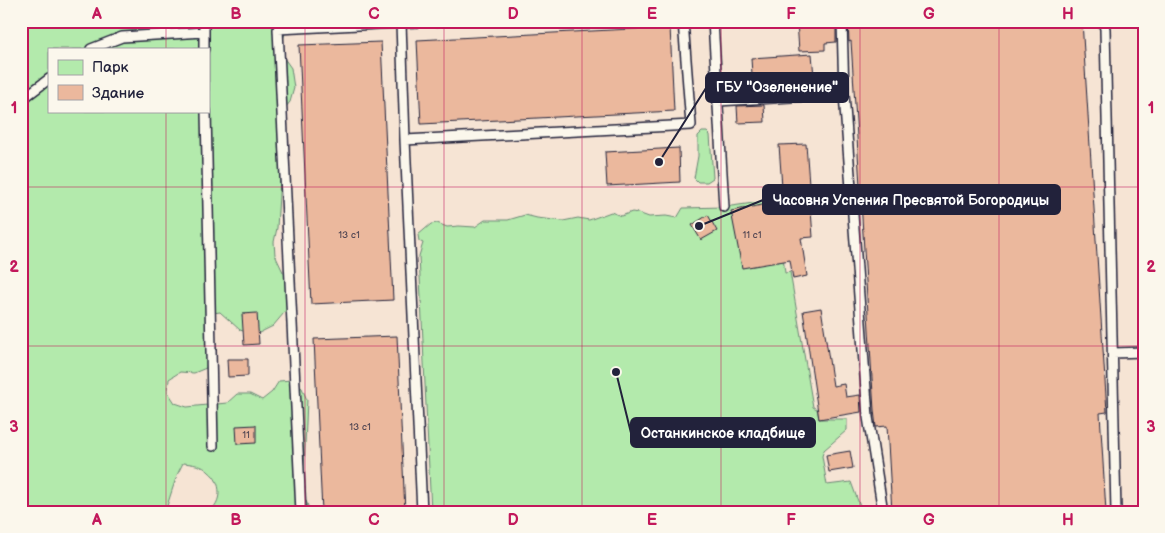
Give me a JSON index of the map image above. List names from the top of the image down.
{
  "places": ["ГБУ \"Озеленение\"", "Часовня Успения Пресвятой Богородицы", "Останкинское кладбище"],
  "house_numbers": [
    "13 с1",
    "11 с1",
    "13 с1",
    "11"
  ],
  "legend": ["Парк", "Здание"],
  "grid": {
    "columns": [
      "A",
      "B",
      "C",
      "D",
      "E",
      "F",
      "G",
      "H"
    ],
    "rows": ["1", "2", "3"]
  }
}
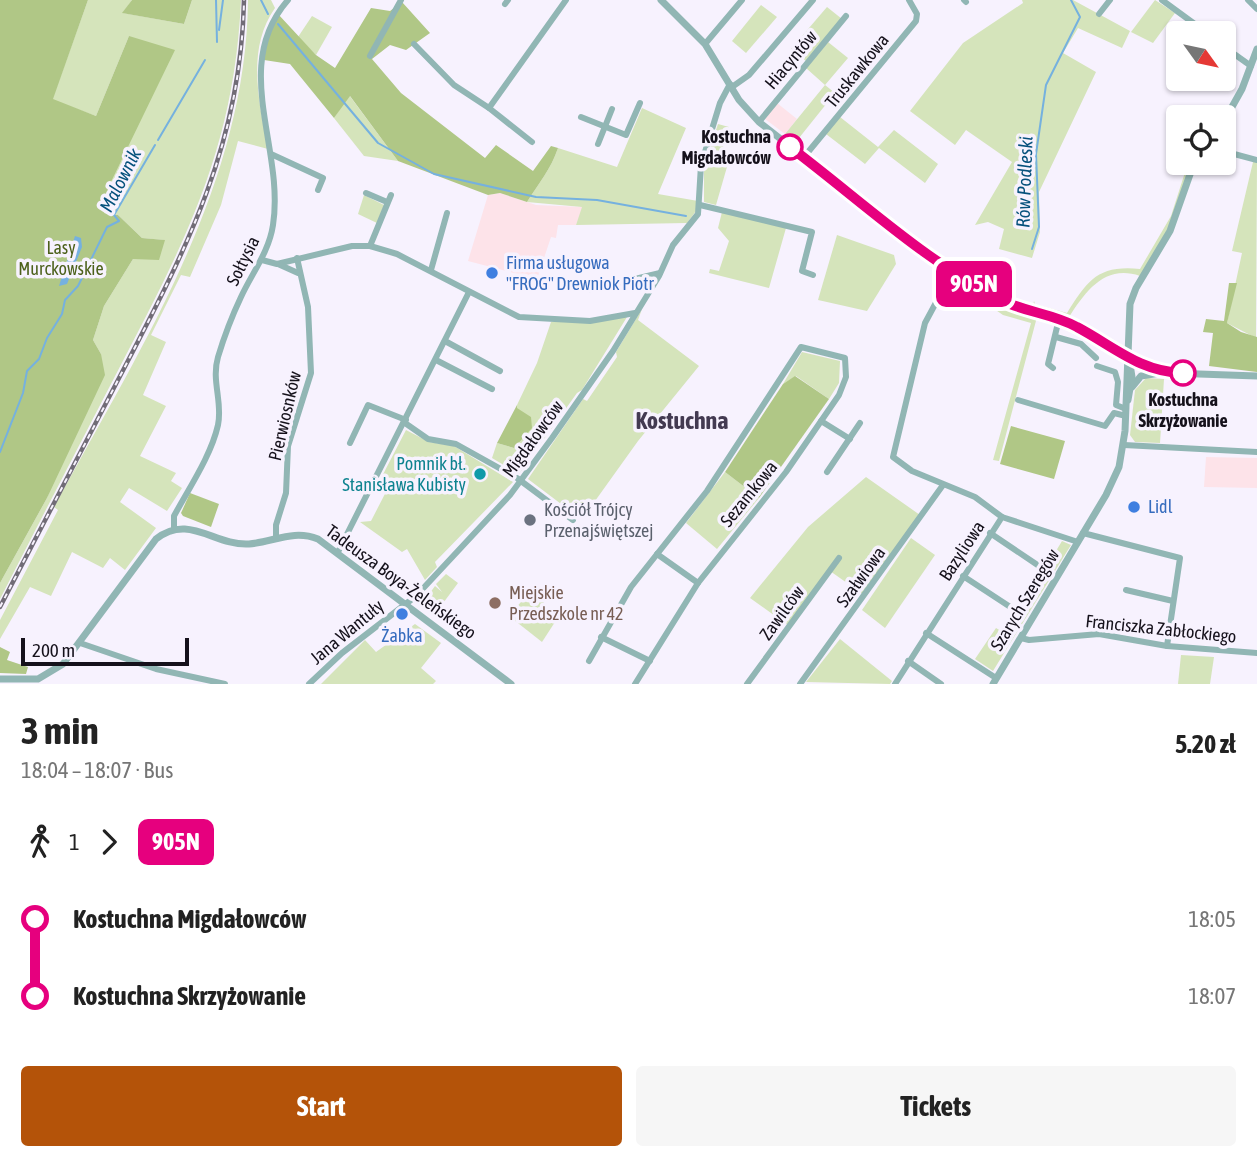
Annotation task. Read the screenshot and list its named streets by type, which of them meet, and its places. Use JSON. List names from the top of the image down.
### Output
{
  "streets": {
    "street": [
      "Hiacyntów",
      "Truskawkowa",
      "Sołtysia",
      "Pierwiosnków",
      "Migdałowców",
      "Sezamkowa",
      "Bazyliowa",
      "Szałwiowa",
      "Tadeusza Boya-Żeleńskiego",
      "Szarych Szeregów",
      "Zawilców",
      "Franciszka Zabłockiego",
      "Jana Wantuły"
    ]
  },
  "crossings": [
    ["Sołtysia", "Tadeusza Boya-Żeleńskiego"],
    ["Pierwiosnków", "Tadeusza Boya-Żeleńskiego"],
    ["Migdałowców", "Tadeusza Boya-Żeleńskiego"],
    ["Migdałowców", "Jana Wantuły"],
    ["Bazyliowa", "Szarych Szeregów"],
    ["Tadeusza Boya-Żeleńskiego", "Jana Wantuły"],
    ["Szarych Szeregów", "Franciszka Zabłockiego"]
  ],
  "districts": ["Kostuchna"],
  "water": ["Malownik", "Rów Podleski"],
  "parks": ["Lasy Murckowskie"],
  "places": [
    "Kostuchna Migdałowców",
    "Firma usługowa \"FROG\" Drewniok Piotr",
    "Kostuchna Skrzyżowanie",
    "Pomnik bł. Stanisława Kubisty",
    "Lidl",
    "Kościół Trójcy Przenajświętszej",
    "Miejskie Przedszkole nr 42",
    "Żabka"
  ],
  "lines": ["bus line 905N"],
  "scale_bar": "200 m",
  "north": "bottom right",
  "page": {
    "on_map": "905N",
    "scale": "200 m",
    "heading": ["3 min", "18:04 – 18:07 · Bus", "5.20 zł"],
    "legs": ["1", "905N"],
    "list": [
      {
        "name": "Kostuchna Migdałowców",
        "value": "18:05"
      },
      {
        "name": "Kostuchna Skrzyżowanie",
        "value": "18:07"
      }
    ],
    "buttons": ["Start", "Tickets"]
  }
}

EXERCISE AIM →
Print every record above exactly, but no pictures.

RESPONSE BOX →
Give me a JSON index of the map image above. List names from the top of the image down.
{
  "places": ["ГБУ \"Озеленение\"", "Часовня Успения Пресвятой Богородицы", "Останкинское кладбище"],
  "house_numbers": [
    "13 с1",
    "11 с1",
    "13 с1",
    "11"
  ],
  "legend": ["Парк", "Здание"],
  "grid": {
    "columns": [
      "A",
      "B",
      "C",
      "D",
      "E",
      "F",
      "G",
      "H"
    ],
    "rows": ["1", "2", "3"]
  }
}
Annotation task. Read the screenshot and list its named streets by type, which of them meet, and its places. Use JSON. List names from the top of the image down.
### Output
{
  "streets": {
    "street": [
      "Hiacyntów",
      "Truskawkowa",
      "Sołtysia",
      "Pierwiosnków",
      "Migdałowców",
      "Sezamkowa",
      "Bazyliowa",
      "Szałwiowa",
      "Tadeusza Boya-Żeleńskiego",
      "Szarych Szeregów",
      "Zawilców",
      "Franciszka Zabłockiego",
      "Jana Wantuły"
    ]
  },
  "crossings": [
    ["Sołtysia", "Tadeusza Boya-Żeleńskiego"],
    ["Pierwiosnków", "Tadeusza Boya-Żeleńskiego"],
    ["Migdałowców", "Tadeusza Boya-Żeleńskiego"],
    ["Migdałowców", "Jana Wantuły"],
    ["Bazyliowa", "Szarych Szeregów"],
    ["Tadeusza Boya-Żeleńskiego", "Jana Wantuły"],
    ["Szarych Szeregów", "Franciszka Zabłockiego"]
  ],
  "districts": ["Kostuchna"],
  "water": ["Malownik", "Rów Podleski"],
  "parks": ["Lasy Murckowskie"],
  "places": [
    "Kostuchna Migdałowców",
    "Firma usługowa \"FROG\" Drewniok Piotr",
    "Kostuchna Skrzyżowanie",
    "Pomnik bł. Stanisława Kubisty",
    "Lidl",
    "Kościół Trójcy Przenajświętszej",
    "Miejskie Przedszkole nr 42",
    "Żabka"
  ],
  "lines": ["bus line 905N"],
  "scale_bar": "200 m",
  "north": "bottom right",
  "page": {
    "on_map": "905N",
    "scale": "200 m",
    "heading": ["3 min", "18:04 – 18:07 · Bus", "5.20 zł"],
    "legs": ["1", "905N"],
    "list": [
      {
        "name": "Kostuchna Migdałowców",
        "value": "18:05"
      },
      {
        "name": "Kostuchna Skrzyżowanie",
        "value": "18:07"
      }
    ],
    "buttons": ["Start", "Tickets"]
  }
}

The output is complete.